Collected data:
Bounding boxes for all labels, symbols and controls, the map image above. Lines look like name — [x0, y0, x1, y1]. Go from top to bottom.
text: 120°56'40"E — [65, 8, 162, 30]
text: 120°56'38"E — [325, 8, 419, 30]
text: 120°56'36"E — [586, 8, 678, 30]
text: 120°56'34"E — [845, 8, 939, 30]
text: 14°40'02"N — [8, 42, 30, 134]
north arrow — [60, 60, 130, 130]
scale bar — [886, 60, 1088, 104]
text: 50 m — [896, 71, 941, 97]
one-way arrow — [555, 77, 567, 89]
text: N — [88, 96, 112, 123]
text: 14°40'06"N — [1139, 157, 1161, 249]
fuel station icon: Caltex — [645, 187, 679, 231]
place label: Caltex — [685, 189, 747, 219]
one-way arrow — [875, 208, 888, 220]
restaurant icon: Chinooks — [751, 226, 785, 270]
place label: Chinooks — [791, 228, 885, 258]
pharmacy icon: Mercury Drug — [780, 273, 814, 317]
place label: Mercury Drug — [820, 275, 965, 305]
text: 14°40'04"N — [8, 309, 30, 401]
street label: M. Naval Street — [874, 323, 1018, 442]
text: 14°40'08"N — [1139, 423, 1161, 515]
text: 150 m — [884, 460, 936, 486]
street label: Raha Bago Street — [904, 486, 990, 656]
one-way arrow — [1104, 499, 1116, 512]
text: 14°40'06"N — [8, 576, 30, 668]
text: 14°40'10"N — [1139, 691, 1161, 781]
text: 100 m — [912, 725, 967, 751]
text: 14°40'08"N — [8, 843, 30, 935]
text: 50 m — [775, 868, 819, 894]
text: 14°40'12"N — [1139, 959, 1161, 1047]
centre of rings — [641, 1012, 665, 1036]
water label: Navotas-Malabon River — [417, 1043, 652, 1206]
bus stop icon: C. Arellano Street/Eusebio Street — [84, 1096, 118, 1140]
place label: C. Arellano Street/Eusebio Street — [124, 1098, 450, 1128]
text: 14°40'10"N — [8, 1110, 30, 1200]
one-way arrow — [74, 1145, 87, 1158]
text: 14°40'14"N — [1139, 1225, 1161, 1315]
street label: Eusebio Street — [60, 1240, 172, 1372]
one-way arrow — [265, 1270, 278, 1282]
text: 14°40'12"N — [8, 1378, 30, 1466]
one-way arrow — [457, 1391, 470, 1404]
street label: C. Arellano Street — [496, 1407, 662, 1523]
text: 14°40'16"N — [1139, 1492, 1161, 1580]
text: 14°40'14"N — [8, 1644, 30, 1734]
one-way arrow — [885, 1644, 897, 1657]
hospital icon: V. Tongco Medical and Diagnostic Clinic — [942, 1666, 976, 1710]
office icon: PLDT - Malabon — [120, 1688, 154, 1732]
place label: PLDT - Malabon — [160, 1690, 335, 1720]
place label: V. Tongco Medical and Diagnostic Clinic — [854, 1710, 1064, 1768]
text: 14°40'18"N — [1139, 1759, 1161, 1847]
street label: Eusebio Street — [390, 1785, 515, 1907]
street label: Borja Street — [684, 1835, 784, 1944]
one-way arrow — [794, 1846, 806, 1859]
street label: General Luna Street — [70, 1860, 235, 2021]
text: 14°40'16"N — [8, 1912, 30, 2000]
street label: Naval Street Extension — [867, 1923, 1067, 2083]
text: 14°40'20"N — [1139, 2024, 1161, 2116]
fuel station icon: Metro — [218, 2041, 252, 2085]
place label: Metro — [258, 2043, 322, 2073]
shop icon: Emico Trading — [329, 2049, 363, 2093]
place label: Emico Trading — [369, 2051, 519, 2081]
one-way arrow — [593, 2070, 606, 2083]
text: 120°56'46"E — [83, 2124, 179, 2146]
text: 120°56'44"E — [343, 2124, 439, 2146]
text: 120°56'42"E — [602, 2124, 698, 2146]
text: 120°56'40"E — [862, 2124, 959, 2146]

### Activity
The data should be written out again in full, exactly as it stands.

### Solution to this task
Bounding boxes for all labels, symbols and controls, the map image above. Lines look like name — [x0, y0, x1, y1]. Go from top to bottom.
text: 120°56'40"E — [65, 8, 162, 30]
text: 120°56'38"E — [325, 8, 419, 30]
text: 120°56'36"E — [586, 8, 678, 30]
text: 120°56'34"E — [845, 8, 939, 30]
text: 14°40'02"N — [8, 42, 30, 134]
north arrow — [60, 60, 130, 130]
scale bar — [886, 60, 1088, 104]
text: 50 m — [896, 71, 941, 97]
one-way arrow — [555, 77, 567, 89]
text: N — [88, 96, 112, 123]
text: 14°40'06"N — [1139, 157, 1161, 249]
fuel station icon: Caltex — [645, 187, 679, 231]
place label: Caltex — [685, 189, 747, 219]
one-way arrow — [875, 208, 888, 220]
restaurant icon: Chinooks — [751, 226, 785, 270]
place label: Chinooks — [791, 228, 885, 258]
pharmacy icon: Mercury Drug — [780, 273, 814, 317]
place label: Mercury Drug — [820, 275, 965, 305]
text: 14°40'04"N — [8, 309, 30, 401]
street label: M. Naval Street — [874, 323, 1018, 442]
text: 14°40'08"N — [1139, 423, 1161, 515]
text: 150 m — [884, 460, 936, 486]
street label: Raha Bago Street — [904, 486, 990, 656]
one-way arrow — [1104, 499, 1116, 512]
text: 14°40'06"N — [8, 576, 30, 668]
text: 14°40'10"N — [1139, 691, 1161, 781]
text: 100 m — [912, 725, 967, 751]
text: 14°40'08"N — [8, 843, 30, 935]
text: 50 m — [775, 868, 819, 894]
text: 14°40'12"N — [1139, 959, 1161, 1047]
centre of rings — [641, 1012, 665, 1036]
water label: Navotas-Malabon River — [417, 1043, 652, 1206]
bus stop icon: C. Arellano Street/Eusebio Street — [84, 1096, 118, 1140]
place label: C. Arellano Street/Eusebio Street — [124, 1098, 450, 1128]
text: 14°40'10"N — [8, 1110, 30, 1200]
one-way arrow — [74, 1145, 87, 1158]
text: 14°40'14"N — [1139, 1225, 1161, 1315]
street label: Eusebio Street — [60, 1240, 172, 1372]
one-way arrow — [265, 1270, 278, 1282]
text: 14°40'12"N — [8, 1378, 30, 1466]
one-way arrow — [457, 1391, 470, 1404]
street label: C. Arellano Street — [496, 1407, 662, 1523]
text: 14°40'16"N — [1139, 1492, 1161, 1580]
text: 14°40'14"N — [8, 1644, 30, 1734]
one-way arrow — [885, 1644, 897, 1657]
hospital icon: V. Tongco Medical and Diagnostic Clinic — [942, 1666, 976, 1710]
office icon: PLDT - Malabon — [120, 1688, 154, 1732]
place label: PLDT - Malabon — [160, 1690, 335, 1720]
place label: V. Tongco Medical and Diagnostic Clinic — [854, 1710, 1064, 1768]
text: 14°40'18"N — [1139, 1759, 1161, 1847]
street label: Eusebio Street — [390, 1785, 515, 1907]
street label: Borja Street — [684, 1835, 784, 1944]
one-way arrow — [794, 1846, 806, 1859]
street label: General Luna Street — [70, 1860, 235, 2021]
text: 14°40'16"N — [8, 1912, 30, 2000]
street label: Naval Street Extension — [867, 1923, 1067, 2083]
text: 14°40'20"N — [1139, 2024, 1161, 2116]
fuel station icon: Metro — [218, 2041, 252, 2085]
place label: Metro — [258, 2043, 322, 2073]
shop icon: Emico Trading — [329, 2049, 363, 2093]
place label: Emico Trading — [369, 2051, 519, 2081]
one-way arrow — [593, 2070, 606, 2083]
text: 120°56'46"E — [83, 2124, 179, 2146]
text: 120°56'44"E — [343, 2124, 439, 2146]
text: 120°56'42"E — [602, 2124, 698, 2146]
text: 120°56'40"E — [862, 2124, 959, 2146]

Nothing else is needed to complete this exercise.